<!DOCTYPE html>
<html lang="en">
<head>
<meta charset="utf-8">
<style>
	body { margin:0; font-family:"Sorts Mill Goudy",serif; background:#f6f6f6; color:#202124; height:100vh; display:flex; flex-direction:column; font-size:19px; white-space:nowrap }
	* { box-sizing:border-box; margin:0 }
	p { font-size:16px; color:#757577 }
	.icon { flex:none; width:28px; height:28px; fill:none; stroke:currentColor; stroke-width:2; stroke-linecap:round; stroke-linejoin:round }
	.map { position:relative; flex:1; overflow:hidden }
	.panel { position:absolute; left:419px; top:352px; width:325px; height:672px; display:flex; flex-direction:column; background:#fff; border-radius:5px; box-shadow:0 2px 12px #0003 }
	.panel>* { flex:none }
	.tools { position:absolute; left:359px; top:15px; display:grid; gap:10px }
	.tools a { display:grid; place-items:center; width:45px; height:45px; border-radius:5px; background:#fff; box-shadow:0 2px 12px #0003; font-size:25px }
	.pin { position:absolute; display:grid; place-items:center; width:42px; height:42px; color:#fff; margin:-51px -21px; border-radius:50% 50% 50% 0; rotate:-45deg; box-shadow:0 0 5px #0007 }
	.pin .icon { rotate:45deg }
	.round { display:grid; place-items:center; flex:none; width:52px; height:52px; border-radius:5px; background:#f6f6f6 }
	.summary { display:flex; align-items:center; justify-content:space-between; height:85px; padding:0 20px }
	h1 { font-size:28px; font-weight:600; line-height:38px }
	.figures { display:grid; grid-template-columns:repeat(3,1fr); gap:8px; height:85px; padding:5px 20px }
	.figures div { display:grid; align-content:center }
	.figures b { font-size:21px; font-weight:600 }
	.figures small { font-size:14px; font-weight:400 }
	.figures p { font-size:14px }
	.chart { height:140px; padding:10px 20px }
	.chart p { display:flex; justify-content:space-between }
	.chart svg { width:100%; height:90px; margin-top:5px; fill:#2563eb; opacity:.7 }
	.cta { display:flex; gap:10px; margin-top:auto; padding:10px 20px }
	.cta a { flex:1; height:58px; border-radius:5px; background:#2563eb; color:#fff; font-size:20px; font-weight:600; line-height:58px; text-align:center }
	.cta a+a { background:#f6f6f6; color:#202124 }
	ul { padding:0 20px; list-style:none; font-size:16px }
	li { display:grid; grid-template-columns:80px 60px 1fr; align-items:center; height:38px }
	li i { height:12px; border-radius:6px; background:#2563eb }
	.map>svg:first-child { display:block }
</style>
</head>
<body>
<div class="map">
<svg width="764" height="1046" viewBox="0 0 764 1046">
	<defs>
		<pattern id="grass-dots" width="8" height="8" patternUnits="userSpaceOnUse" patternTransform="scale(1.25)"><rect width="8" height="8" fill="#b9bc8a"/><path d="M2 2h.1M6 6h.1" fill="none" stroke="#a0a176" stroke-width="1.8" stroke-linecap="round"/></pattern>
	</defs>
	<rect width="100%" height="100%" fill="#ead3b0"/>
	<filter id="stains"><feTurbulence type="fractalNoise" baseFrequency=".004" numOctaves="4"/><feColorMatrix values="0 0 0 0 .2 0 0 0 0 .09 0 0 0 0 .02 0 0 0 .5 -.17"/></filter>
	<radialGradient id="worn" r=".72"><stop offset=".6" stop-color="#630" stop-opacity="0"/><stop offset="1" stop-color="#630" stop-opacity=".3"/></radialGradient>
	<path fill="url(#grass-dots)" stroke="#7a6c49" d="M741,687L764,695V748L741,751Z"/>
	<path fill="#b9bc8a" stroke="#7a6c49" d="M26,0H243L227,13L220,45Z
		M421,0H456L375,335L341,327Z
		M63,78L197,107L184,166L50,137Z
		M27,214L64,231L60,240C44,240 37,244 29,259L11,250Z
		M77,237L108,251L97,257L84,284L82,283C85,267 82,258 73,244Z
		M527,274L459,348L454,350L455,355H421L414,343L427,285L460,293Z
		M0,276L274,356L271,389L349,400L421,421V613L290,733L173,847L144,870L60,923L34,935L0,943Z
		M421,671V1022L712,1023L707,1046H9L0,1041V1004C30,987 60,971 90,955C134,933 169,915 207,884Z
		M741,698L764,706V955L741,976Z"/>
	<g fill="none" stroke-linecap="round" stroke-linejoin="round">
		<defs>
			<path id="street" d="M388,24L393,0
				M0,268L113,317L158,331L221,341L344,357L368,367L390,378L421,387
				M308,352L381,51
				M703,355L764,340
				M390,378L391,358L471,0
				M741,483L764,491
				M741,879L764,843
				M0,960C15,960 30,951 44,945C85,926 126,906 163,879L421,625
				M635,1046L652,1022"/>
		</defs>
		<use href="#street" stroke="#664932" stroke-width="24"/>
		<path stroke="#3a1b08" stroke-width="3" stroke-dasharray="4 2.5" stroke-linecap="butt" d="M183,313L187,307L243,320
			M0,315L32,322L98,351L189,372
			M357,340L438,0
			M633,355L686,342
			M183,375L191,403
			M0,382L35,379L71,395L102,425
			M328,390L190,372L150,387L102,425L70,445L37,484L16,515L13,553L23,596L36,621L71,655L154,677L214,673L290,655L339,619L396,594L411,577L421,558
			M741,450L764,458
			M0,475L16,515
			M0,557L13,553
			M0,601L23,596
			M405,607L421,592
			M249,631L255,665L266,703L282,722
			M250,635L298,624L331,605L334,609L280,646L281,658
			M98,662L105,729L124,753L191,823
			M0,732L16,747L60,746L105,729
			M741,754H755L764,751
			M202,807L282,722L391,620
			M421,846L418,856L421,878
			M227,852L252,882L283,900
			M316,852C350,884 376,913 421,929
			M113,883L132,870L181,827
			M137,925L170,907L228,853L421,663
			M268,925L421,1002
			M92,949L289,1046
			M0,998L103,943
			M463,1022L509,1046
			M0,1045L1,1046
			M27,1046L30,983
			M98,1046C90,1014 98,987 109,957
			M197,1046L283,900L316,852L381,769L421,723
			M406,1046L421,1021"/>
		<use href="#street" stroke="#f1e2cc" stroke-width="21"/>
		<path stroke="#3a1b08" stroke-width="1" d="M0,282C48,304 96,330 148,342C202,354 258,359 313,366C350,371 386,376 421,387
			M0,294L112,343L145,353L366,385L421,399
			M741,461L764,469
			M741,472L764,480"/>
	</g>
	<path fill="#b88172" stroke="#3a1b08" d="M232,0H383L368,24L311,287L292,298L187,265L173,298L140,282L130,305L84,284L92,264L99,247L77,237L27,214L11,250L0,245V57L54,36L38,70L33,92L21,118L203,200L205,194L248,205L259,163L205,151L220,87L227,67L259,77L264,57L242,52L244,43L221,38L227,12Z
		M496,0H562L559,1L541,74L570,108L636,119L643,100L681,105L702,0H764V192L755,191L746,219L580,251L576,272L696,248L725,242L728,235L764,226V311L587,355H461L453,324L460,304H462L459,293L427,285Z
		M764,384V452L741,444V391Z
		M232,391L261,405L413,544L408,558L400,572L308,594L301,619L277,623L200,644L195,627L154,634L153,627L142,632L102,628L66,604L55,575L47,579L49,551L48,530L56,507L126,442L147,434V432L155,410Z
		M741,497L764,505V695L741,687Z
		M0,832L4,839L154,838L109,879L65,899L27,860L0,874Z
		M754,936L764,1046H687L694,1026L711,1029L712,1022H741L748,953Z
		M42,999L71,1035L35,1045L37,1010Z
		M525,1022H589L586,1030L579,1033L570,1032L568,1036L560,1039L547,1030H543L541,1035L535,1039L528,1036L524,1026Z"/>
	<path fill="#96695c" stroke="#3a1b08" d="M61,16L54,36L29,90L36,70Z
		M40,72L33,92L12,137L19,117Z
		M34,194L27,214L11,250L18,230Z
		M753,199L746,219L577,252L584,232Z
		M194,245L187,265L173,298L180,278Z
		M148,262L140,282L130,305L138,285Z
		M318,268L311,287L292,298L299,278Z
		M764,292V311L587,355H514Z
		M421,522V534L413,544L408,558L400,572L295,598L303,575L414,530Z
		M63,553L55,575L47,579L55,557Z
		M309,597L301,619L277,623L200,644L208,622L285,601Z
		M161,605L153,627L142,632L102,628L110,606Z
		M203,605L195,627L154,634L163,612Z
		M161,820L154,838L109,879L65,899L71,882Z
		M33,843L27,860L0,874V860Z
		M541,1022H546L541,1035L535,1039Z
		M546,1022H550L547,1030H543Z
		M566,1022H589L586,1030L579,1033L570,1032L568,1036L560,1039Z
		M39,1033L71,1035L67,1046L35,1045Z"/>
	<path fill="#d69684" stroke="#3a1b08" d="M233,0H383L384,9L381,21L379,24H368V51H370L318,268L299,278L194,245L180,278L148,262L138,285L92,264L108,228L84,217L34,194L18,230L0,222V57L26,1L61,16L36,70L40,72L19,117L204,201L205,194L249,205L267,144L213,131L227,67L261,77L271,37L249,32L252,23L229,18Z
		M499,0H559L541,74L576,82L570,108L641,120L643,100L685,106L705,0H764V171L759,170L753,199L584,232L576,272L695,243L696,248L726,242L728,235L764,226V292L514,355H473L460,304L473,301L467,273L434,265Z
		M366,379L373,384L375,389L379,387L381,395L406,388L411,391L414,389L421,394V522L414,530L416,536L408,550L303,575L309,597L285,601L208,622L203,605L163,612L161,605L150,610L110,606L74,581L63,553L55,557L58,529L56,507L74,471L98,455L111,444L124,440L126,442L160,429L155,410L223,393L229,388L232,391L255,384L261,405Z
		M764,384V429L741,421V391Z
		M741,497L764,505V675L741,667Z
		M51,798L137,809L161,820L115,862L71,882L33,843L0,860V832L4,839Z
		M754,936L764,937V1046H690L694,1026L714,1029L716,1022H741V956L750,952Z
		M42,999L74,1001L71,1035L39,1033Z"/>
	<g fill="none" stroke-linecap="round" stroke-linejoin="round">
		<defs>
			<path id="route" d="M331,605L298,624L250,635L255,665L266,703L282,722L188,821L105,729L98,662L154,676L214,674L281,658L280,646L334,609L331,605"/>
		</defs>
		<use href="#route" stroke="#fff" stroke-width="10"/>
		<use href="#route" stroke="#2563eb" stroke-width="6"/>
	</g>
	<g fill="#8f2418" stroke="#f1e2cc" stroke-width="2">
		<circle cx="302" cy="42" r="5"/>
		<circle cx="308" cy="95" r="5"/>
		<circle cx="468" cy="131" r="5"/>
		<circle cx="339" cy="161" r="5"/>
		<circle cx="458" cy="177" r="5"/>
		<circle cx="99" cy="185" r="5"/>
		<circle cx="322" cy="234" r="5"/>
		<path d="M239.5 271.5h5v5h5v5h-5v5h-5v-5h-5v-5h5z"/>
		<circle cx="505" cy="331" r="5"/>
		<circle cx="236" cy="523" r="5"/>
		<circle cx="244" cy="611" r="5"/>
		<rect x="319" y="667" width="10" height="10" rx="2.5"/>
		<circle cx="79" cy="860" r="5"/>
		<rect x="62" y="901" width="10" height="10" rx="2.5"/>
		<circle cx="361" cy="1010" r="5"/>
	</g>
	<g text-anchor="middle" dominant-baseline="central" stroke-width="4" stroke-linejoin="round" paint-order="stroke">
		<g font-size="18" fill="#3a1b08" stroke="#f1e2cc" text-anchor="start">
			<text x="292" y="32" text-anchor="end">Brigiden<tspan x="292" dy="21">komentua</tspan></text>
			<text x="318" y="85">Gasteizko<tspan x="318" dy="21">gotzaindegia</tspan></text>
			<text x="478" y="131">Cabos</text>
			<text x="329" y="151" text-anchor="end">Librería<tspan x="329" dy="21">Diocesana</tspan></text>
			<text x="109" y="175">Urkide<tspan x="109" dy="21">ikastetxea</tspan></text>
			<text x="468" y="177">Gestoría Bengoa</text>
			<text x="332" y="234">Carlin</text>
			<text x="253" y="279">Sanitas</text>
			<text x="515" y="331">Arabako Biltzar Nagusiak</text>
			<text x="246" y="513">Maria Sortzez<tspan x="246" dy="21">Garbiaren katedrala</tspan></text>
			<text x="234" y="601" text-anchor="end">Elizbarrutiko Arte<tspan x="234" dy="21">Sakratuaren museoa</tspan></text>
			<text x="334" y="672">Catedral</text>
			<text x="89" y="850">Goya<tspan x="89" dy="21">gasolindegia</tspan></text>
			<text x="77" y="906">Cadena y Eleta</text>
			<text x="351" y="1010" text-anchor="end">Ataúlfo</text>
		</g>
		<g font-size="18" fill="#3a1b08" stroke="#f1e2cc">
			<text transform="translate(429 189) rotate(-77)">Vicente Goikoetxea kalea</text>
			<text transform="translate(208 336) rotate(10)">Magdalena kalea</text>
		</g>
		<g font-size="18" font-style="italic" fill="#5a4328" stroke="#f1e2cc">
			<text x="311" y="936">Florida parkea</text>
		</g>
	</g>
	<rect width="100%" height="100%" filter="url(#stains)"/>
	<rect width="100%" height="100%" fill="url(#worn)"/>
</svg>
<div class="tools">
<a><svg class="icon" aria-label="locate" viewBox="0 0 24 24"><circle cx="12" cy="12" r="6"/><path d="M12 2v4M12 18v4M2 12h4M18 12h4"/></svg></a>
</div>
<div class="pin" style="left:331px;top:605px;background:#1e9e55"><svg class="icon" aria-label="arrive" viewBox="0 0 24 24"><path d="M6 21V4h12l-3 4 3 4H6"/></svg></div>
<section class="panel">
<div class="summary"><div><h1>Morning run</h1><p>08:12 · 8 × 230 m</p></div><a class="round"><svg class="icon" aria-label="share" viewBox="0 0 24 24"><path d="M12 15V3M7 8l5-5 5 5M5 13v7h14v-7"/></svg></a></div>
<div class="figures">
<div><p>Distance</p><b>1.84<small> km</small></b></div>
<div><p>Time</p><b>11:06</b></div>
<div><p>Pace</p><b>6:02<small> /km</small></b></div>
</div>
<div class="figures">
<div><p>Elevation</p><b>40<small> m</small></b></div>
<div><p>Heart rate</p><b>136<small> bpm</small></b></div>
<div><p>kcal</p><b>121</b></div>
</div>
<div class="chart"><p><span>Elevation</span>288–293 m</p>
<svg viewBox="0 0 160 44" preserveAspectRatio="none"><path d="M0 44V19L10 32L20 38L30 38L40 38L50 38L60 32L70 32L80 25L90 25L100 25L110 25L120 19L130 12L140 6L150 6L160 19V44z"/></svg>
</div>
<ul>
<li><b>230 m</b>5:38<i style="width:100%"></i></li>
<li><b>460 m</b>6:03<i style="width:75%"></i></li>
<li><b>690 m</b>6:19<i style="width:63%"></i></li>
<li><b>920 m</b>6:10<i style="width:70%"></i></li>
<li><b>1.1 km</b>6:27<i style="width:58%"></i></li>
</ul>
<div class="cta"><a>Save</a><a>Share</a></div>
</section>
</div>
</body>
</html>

● ● ●

> [YOUR OBJECTIVE] If a line above holds the string "worn", copy it out.

> [EXERCISE RESPONSE]
	<radialGradient id="worn" r=".72"><stop offset=".6" stop-color="#630" stop-opacity="0"/><stop offset="1" stop-color="#630" stop-opacity=".3"/></radialGradient>
	<rect width="100%" height="100%" fill="url(#worn)"/>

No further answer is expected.